O STF chegou a editar a Súmula Vinculante 56 para lidar com esse problema: “A falta de estabelecimento penal adequado não autoriza a manutenção do condenado em regime prisional mais gravoso”, diz o texto do tribunal. A determinação da súmula é que “não deverá haver alojamento conjunto de presos dos regimes semiaberto e aberto com presos do regime fechado. Havendo déficit de vagas, deverão ser determinados: (i) a saída antecipada de sentenciado no regime com falta de vagas; (ii) a liberdade eletronicamente monitorada ao sentenciado que sai antecipadamente ou é posto em prisão domiciliar por falta de vagas; (iii) o cumprimento de penas restritivas de direito e/ou estudo ao sentenciado que progride ao regime aberto”. 

Porém, segundo Peter Filho, a ordem do STF vem sendo descumprida. “Na prática, os juízes de Execução não obedecem a súmula do STF”, afirma. “O que me parece é que há um discurso, especialmente depois da ADPF 347, que declarou o sistema prisional brasileiro um ‘estado de coisas inconstitucional’, mas na prática tudo continua da mesma forma. É preciso construir uma cultura de respeito à legislação e abrir a sociedade para fiscalizar e contribuir com a segurança pública”, avalia o advogado. 

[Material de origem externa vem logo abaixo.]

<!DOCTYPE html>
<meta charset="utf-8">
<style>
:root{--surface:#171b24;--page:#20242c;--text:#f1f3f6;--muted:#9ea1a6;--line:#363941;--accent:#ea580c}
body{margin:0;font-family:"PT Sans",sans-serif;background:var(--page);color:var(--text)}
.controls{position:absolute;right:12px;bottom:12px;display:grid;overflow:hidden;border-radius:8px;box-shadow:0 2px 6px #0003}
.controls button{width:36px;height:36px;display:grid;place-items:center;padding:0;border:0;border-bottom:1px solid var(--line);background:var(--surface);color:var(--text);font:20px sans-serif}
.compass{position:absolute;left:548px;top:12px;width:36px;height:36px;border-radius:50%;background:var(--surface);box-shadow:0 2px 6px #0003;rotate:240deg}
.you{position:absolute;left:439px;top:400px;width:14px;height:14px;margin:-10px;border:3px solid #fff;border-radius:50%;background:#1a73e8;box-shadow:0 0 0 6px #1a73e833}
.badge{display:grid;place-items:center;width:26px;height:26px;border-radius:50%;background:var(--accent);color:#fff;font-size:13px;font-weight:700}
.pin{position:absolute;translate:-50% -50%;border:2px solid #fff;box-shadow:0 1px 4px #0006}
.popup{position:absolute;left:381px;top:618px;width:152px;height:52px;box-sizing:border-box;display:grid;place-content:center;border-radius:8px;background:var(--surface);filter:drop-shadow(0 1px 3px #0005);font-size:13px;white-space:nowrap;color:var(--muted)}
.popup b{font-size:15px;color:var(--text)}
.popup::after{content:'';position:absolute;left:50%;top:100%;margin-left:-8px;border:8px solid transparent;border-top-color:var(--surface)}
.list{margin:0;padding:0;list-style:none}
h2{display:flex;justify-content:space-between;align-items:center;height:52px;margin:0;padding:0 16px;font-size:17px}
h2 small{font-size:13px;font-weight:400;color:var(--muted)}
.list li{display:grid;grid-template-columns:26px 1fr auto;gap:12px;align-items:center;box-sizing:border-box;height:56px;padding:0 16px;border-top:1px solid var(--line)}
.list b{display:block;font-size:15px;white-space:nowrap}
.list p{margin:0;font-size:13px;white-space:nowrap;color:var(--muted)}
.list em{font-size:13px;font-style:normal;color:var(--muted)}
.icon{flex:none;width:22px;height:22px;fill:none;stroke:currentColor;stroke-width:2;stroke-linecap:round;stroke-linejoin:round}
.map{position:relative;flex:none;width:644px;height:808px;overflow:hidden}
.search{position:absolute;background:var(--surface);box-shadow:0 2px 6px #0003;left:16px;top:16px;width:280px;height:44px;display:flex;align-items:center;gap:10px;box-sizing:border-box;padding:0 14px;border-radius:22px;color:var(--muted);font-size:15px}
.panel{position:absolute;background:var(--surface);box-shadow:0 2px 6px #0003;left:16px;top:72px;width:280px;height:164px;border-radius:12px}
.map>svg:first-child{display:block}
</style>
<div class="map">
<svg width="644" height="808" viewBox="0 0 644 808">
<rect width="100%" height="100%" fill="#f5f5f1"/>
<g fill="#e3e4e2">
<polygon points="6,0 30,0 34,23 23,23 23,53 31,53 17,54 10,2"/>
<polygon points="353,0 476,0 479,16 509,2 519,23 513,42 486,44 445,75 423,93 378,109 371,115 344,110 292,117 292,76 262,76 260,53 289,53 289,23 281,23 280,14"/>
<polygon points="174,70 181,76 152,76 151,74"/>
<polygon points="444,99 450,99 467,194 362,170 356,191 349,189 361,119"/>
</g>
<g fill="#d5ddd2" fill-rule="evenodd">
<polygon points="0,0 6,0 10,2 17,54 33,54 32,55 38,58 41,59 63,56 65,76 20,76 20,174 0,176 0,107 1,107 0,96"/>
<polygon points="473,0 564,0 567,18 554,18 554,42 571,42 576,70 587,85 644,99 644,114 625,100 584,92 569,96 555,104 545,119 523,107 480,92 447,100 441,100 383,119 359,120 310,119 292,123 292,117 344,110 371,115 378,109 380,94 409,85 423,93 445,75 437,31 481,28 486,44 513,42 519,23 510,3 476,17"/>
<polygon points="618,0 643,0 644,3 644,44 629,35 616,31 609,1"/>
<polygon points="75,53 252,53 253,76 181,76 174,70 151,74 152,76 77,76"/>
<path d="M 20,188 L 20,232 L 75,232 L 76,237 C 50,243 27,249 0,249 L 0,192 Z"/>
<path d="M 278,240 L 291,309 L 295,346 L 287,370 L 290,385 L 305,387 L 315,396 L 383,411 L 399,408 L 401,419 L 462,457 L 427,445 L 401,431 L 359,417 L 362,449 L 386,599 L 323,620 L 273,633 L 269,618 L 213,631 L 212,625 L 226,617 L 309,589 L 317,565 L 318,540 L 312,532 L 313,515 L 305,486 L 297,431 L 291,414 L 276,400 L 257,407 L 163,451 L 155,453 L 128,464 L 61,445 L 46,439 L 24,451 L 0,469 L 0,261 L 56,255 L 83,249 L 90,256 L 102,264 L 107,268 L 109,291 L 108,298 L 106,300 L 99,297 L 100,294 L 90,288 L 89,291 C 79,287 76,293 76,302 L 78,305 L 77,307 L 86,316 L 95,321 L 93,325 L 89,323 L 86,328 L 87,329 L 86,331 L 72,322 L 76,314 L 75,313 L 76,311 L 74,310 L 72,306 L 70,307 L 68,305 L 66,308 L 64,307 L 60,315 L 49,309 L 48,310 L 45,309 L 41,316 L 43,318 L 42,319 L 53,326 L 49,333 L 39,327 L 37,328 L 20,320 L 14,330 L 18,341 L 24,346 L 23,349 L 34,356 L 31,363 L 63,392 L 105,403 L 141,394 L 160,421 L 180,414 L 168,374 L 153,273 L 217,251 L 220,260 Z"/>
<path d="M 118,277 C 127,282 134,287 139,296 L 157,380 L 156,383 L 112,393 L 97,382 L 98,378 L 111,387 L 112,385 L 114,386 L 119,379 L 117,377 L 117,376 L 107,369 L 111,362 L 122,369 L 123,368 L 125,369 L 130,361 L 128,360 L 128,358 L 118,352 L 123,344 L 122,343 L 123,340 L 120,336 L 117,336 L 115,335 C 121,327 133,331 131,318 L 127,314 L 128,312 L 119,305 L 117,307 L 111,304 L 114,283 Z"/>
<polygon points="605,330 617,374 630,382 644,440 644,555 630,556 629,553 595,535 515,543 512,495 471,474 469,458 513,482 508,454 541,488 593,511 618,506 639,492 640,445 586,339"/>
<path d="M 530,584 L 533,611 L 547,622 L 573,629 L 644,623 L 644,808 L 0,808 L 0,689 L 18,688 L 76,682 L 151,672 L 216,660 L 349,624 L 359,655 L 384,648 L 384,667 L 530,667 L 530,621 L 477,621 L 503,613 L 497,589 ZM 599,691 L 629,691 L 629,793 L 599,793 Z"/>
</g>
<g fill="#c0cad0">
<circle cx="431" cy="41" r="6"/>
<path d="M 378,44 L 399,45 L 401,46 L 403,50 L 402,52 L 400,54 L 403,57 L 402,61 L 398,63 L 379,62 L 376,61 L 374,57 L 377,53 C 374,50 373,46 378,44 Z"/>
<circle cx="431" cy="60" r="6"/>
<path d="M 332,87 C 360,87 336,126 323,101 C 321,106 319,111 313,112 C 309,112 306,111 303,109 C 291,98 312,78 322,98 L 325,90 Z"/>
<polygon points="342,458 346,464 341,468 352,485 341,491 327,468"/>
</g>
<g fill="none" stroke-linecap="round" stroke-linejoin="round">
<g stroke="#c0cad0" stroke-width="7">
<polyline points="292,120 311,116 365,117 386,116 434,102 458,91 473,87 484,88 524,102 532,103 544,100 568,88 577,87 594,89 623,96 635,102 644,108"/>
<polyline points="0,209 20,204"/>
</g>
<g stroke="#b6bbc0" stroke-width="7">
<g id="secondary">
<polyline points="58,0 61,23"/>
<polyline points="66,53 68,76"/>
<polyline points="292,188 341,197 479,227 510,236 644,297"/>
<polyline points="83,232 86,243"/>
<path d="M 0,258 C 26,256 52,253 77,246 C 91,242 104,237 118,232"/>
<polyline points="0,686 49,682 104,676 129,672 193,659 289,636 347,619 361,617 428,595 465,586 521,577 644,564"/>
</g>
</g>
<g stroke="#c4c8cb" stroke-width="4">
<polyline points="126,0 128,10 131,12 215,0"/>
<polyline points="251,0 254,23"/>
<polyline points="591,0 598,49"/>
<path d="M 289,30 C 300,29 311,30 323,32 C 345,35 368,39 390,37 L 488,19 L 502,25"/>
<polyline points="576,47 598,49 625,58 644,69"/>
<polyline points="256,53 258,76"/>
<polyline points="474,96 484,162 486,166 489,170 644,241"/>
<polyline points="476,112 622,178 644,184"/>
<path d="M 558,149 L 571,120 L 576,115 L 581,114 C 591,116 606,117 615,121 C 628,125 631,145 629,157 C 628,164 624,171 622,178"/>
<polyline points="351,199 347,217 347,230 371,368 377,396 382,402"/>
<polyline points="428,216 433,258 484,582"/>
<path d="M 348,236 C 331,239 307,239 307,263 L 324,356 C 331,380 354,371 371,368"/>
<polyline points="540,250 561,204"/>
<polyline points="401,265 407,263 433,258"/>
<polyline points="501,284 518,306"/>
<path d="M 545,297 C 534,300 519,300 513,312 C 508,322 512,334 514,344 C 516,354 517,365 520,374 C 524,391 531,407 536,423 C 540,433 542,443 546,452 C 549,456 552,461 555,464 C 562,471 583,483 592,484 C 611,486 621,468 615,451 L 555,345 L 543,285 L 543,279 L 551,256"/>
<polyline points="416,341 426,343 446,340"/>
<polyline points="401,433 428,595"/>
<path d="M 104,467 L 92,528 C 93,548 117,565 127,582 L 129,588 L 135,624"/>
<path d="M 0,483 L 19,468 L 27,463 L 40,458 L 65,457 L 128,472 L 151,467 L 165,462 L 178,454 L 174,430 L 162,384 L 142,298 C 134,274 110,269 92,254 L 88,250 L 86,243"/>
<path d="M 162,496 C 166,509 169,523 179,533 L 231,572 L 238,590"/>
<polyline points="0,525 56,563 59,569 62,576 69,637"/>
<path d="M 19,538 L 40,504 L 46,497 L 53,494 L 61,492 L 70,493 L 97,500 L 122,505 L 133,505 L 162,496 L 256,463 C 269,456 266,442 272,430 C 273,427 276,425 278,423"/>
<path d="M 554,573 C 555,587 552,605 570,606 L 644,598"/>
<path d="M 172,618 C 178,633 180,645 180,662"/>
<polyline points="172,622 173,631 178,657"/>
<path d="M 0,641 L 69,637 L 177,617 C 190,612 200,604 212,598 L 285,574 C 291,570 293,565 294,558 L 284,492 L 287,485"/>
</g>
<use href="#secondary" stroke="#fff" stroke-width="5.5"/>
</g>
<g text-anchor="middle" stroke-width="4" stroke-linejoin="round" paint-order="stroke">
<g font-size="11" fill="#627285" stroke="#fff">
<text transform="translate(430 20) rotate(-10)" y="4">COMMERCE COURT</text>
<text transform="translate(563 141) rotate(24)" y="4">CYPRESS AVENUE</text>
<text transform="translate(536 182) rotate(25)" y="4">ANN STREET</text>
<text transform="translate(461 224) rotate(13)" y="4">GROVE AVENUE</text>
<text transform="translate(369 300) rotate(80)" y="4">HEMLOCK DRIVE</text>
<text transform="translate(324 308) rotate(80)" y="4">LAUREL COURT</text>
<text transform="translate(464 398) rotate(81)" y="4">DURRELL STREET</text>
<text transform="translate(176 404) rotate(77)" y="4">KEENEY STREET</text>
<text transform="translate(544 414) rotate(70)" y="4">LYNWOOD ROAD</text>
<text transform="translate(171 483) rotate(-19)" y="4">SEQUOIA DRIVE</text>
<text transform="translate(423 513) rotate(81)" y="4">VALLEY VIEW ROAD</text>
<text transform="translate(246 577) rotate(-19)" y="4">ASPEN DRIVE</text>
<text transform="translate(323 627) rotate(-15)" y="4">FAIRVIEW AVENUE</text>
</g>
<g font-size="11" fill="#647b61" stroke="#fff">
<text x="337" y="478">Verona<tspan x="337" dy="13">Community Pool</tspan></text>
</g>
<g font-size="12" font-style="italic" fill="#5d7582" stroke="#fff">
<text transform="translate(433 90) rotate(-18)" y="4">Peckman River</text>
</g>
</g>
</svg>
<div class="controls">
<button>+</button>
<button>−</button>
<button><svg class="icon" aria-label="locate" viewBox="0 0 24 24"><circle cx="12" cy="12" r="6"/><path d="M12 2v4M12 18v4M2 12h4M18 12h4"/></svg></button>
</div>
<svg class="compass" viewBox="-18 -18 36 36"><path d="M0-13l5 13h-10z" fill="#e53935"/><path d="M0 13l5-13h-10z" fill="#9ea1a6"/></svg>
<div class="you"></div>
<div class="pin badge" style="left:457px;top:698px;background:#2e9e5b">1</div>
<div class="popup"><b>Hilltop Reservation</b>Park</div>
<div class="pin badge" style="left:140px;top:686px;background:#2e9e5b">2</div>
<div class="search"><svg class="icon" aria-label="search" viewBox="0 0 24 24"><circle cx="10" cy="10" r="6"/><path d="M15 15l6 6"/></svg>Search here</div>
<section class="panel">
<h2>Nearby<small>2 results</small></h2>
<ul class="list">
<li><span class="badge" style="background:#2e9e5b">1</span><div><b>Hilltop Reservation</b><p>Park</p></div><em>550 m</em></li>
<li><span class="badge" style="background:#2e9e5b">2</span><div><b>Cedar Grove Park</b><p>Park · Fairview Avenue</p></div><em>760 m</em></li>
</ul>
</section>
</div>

Ao mesmo tempo causa e consequência da calamidade do sistema prisional brasileiro, a tensão entre o sistema progressivo e o desejo de justiça da sociedade exaspera os ânimos a cada notícia sobre o tema. “Essa tensão não se resolve facilmente. No caso de um homicídio, a retribuição perfeita seria a pena de morte. Mas, no Brasil, a Constituição proíbe a pena de morte, porque não há evidências internacionais de que, do ponto de vista político-criminal, essa pena é eficaz”, diz Peter Filho. “Então, do ponto de vista prevenção especial, não é o tempo de segregação que vai compensar [o mal do crime], mas a qualidade da pena: a celeridade entre a data do fato e o efetivo cumprimento da pena e a efetividade dessa pena para reduzir a sensação de impunidade”, conclui.